The final Exchequer Returns for 2017 show that EUR50.7bn (USD61.2bn) in revenue was collected, an increase of six percent (EUR2.9bn) on 2016. Revenues came in EUR116m above target.
The Finance Department said that all tax heads showed annual growth.
Cumulatively, individual income tax receipts improved by 4.4 percent year-on-year but were down by 1.2 percent on target. However, the Department stressed that the key income tax component – PAYE income tax – was exactly on target at the end of the year, recording annual growth of nine percent.
The Department said that these figures reflect “a buoyant labor market.”
Following a sluggish first half to the year, corporation tax receipts bounced back. For 2017 as a whole, receipts were 6.3 percent (EUR486m) ahead of target, and up 11.6 percent on 2016.
As late as the end of September, revenues remained below government expectations, finally hitting target at the end of October. Prior to that, the closest revenues cumulatively got to target was a differential of 0.5 percent, in June.

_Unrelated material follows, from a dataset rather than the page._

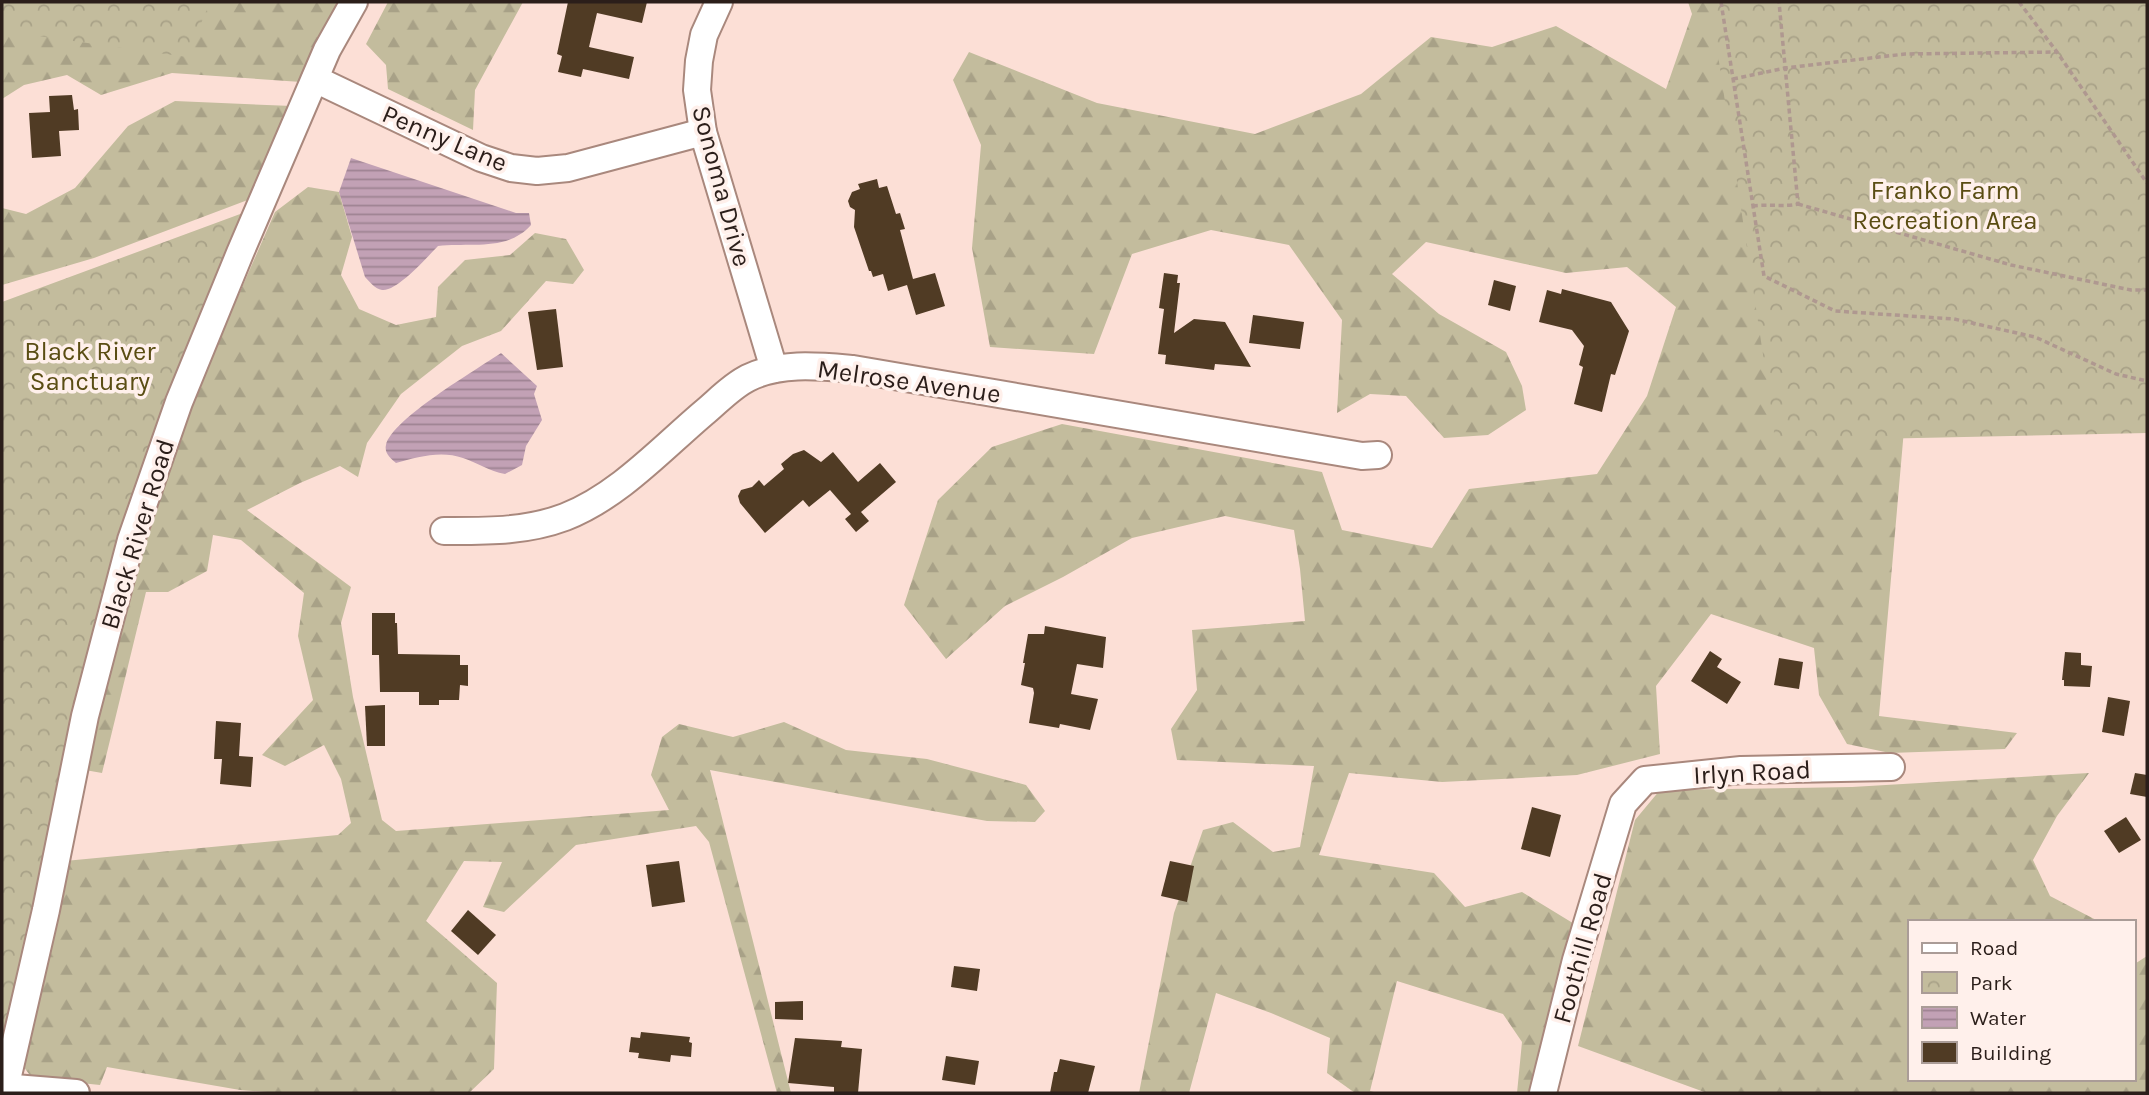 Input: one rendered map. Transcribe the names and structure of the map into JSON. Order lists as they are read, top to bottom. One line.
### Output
{"streets":{"street":["Penny Lane","Sonoma Drive","Melrose Avenue","Black River Road","Irlyn Road","Foothill Road"]},"crossings":[["Penny Lane","Sonoma Drive"],["Penny Lane","Black River Road"],["Sonoma Drive","Melrose Avenue"],["Irlyn Road","Foothill Road"]],"parks":["Franko Farm Recreation Area","Black River Sanctuary"],"legend":["Road","Park","Water","Building"]} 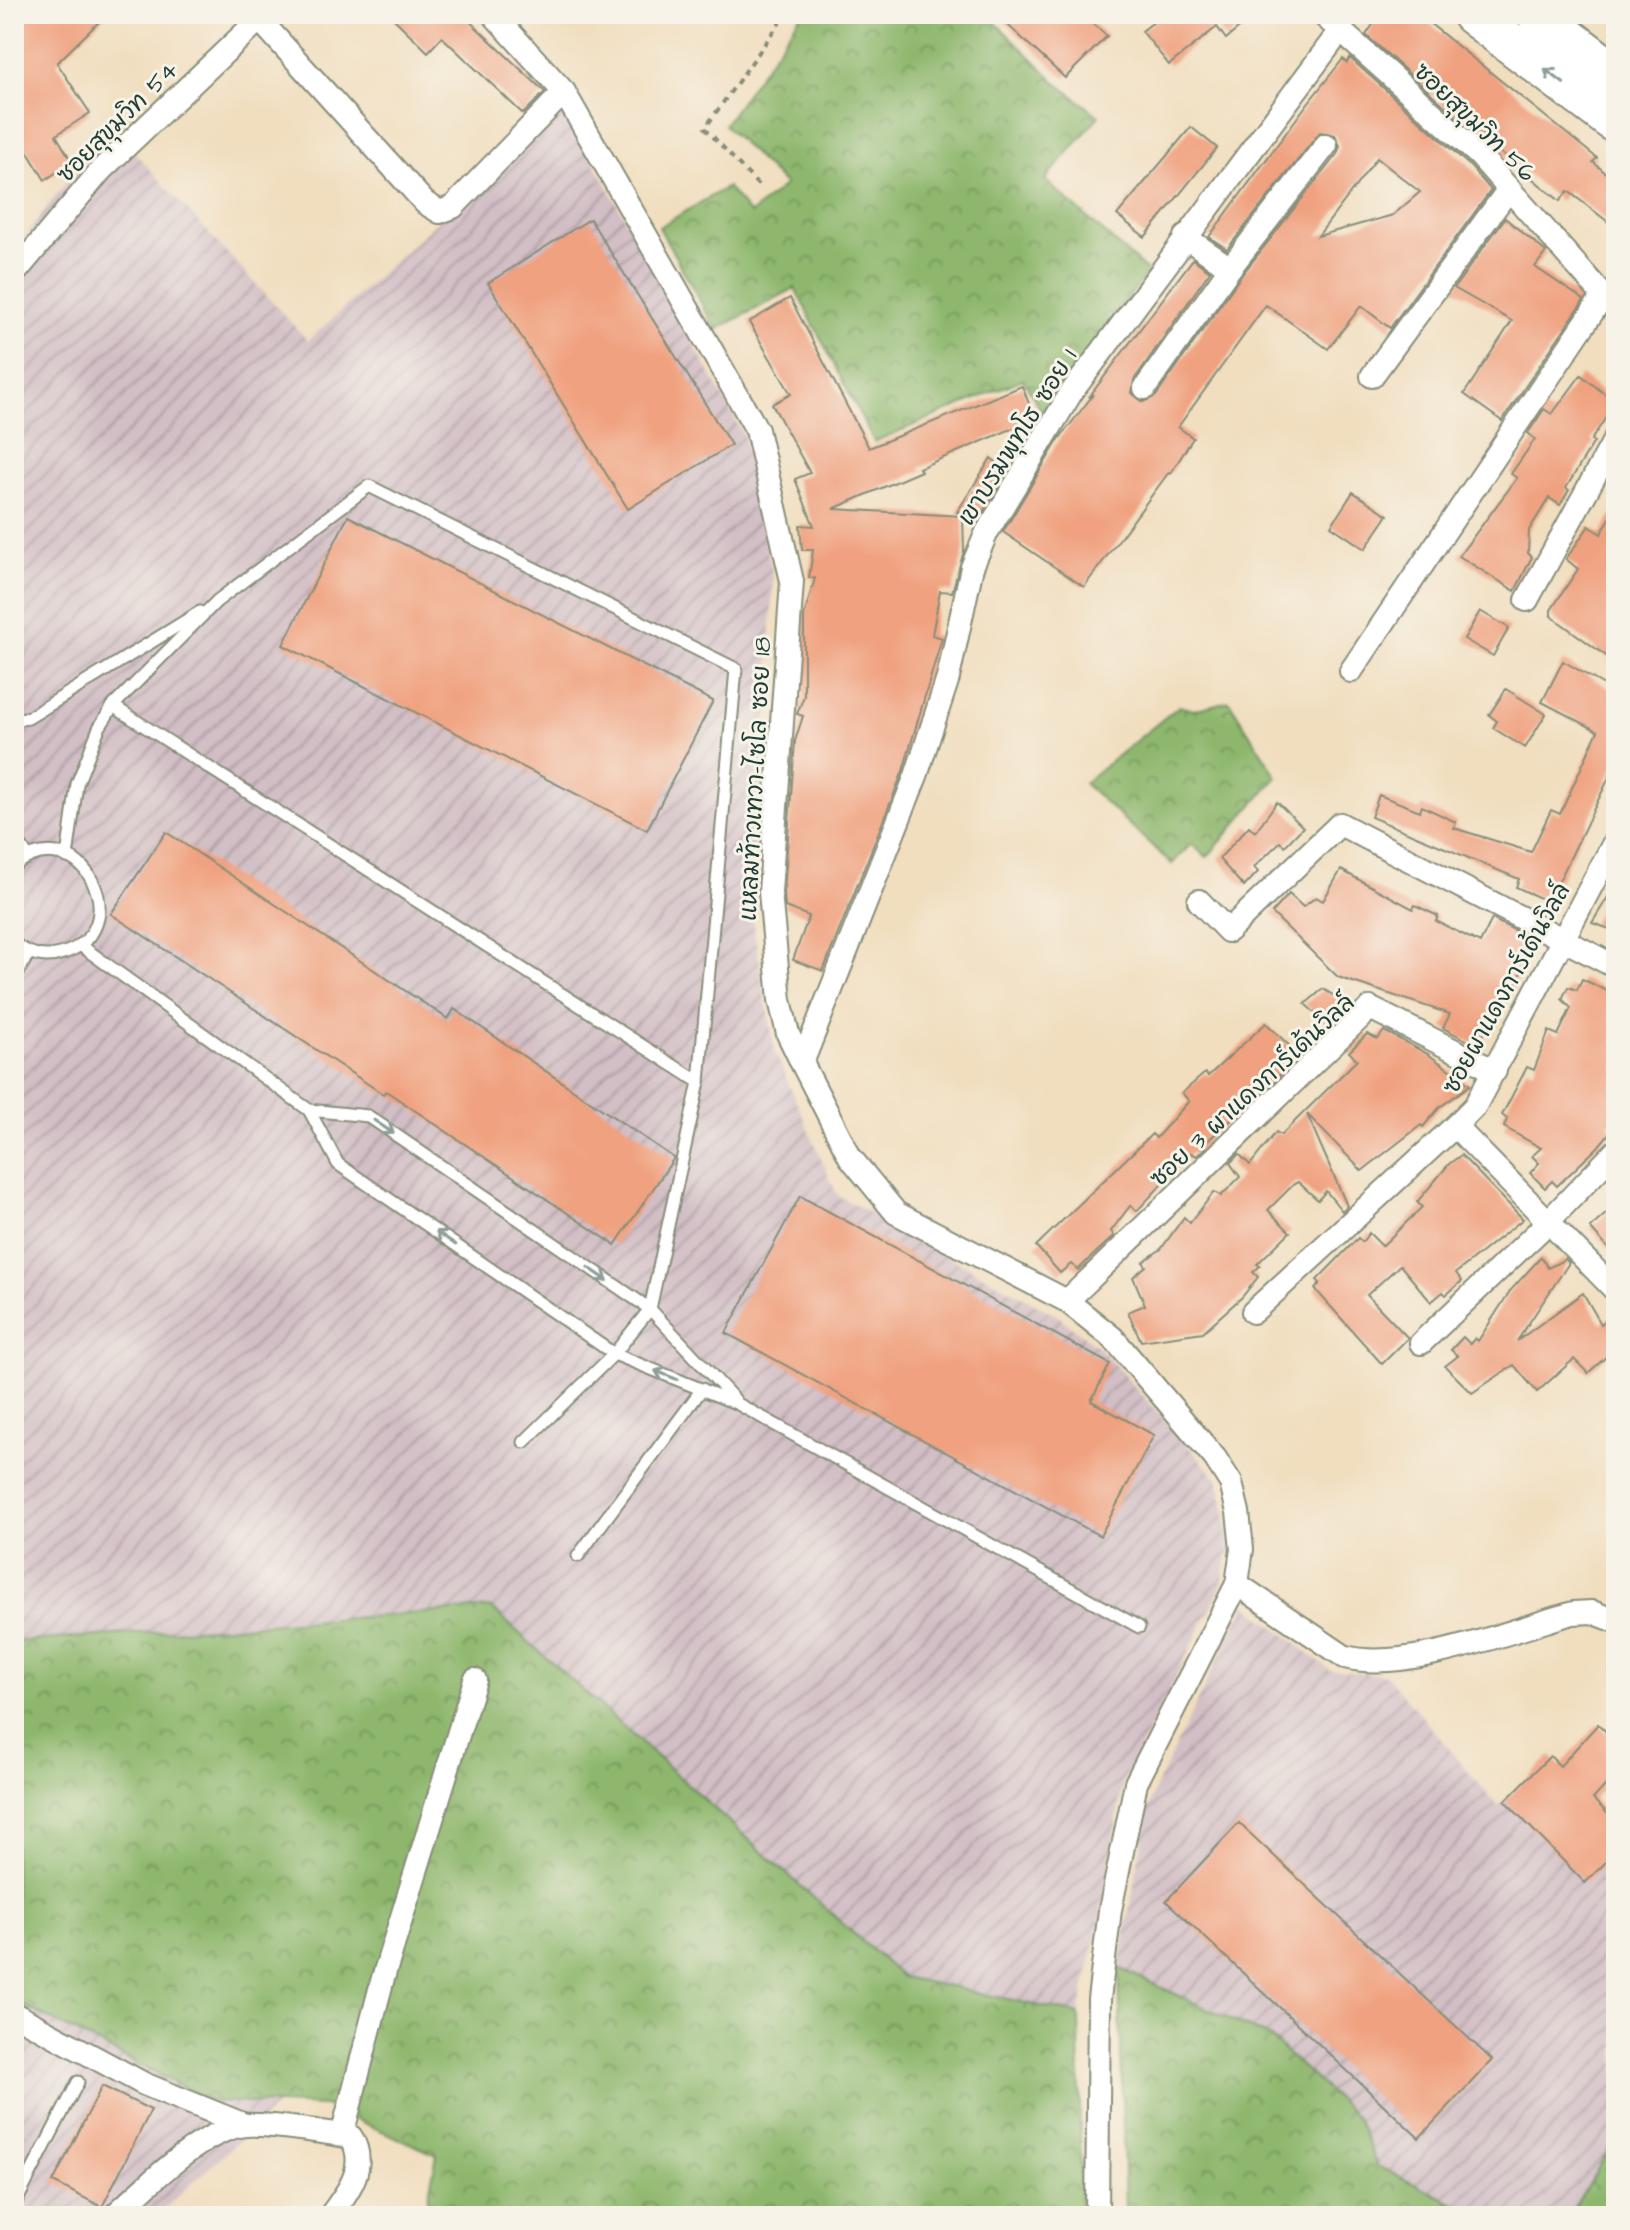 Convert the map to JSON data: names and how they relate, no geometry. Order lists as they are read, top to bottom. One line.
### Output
{"streets":{"street":["ซอยสุขุมวิท 54","ซอยสุขุมวิท 56","เขาบรมพุทโธ ซอย 1","แหลมท้าวเทวา-ไซโล ซอย 18","ซอยผาแดงการ์เด้นวิลล์","ซอย 3 ผาแดงการ์เด้นวิลล์"]},"crossings":[["ซอยสุขุมวิท 56","เขาบรมพุทโธ ซอย 1"],["เขาบรมพุทโธ ซอย 1","แหลมท้าวเทวา-ไซโล ซอย 18"],["แหลมท้าวเทวา-ไซโล ซอย 18","ซอย 3 ผาแดงการ์เด้นวิลล์"],["ซอยผาแดงการ์เด้นวิลล์","ซอย 3 ผาแดงการ์เด้นวิลล์"]]} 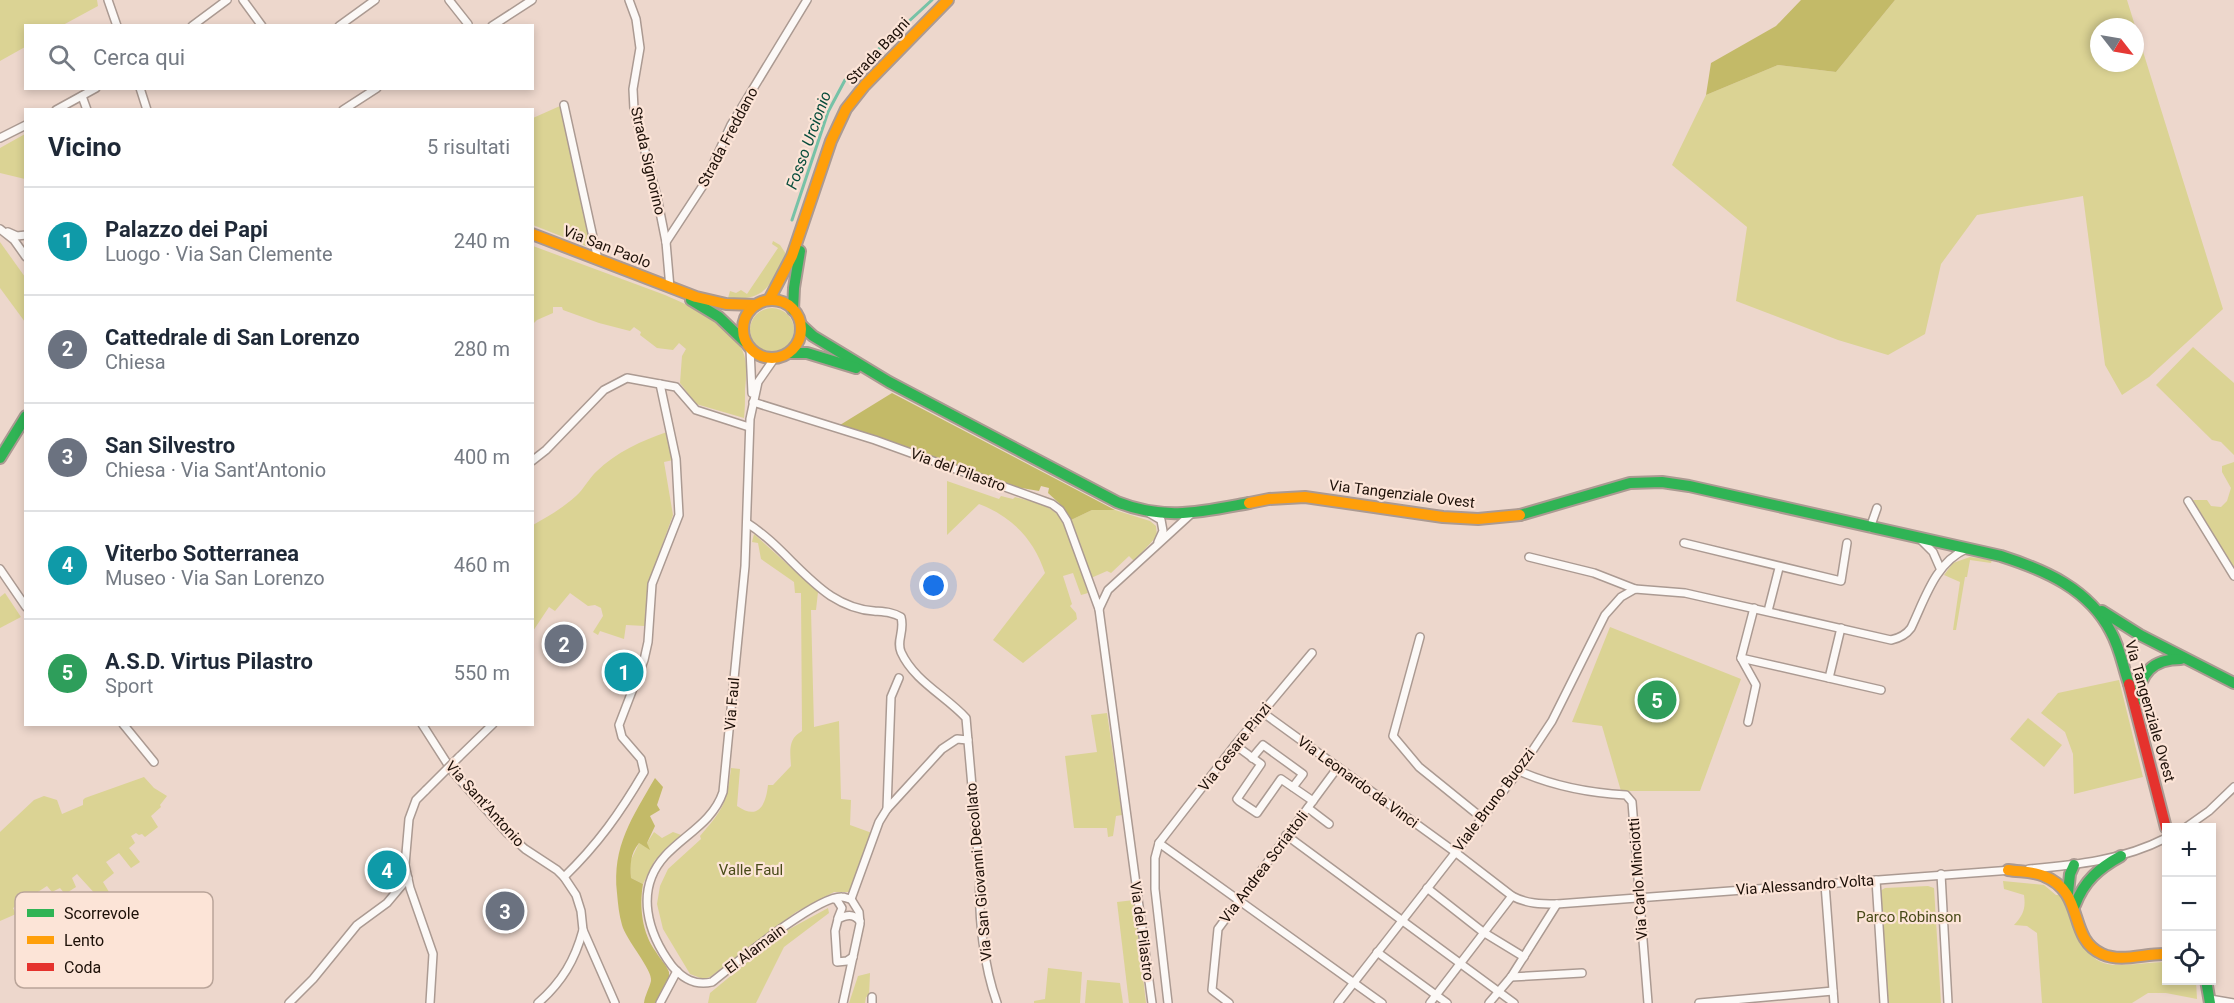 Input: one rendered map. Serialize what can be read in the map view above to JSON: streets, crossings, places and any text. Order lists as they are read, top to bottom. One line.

According to Donohoe, overall receipts are “now 60 percent above our 2010 low point.”
There was an Exchequer surplus of EUR1.9bn at the end of 2017, compared to a deficit of EUR1bn in 2016.
Turning to the year ahead, Donohoe commented: “This fiscal outturn provides a good platform to start 2018. However, we remain vigilant to the potential challenges we face, including Brexit. We will continue careful management of the public finances, including the focus on reducing our debt and continuation with competitiveness-oriented policies.”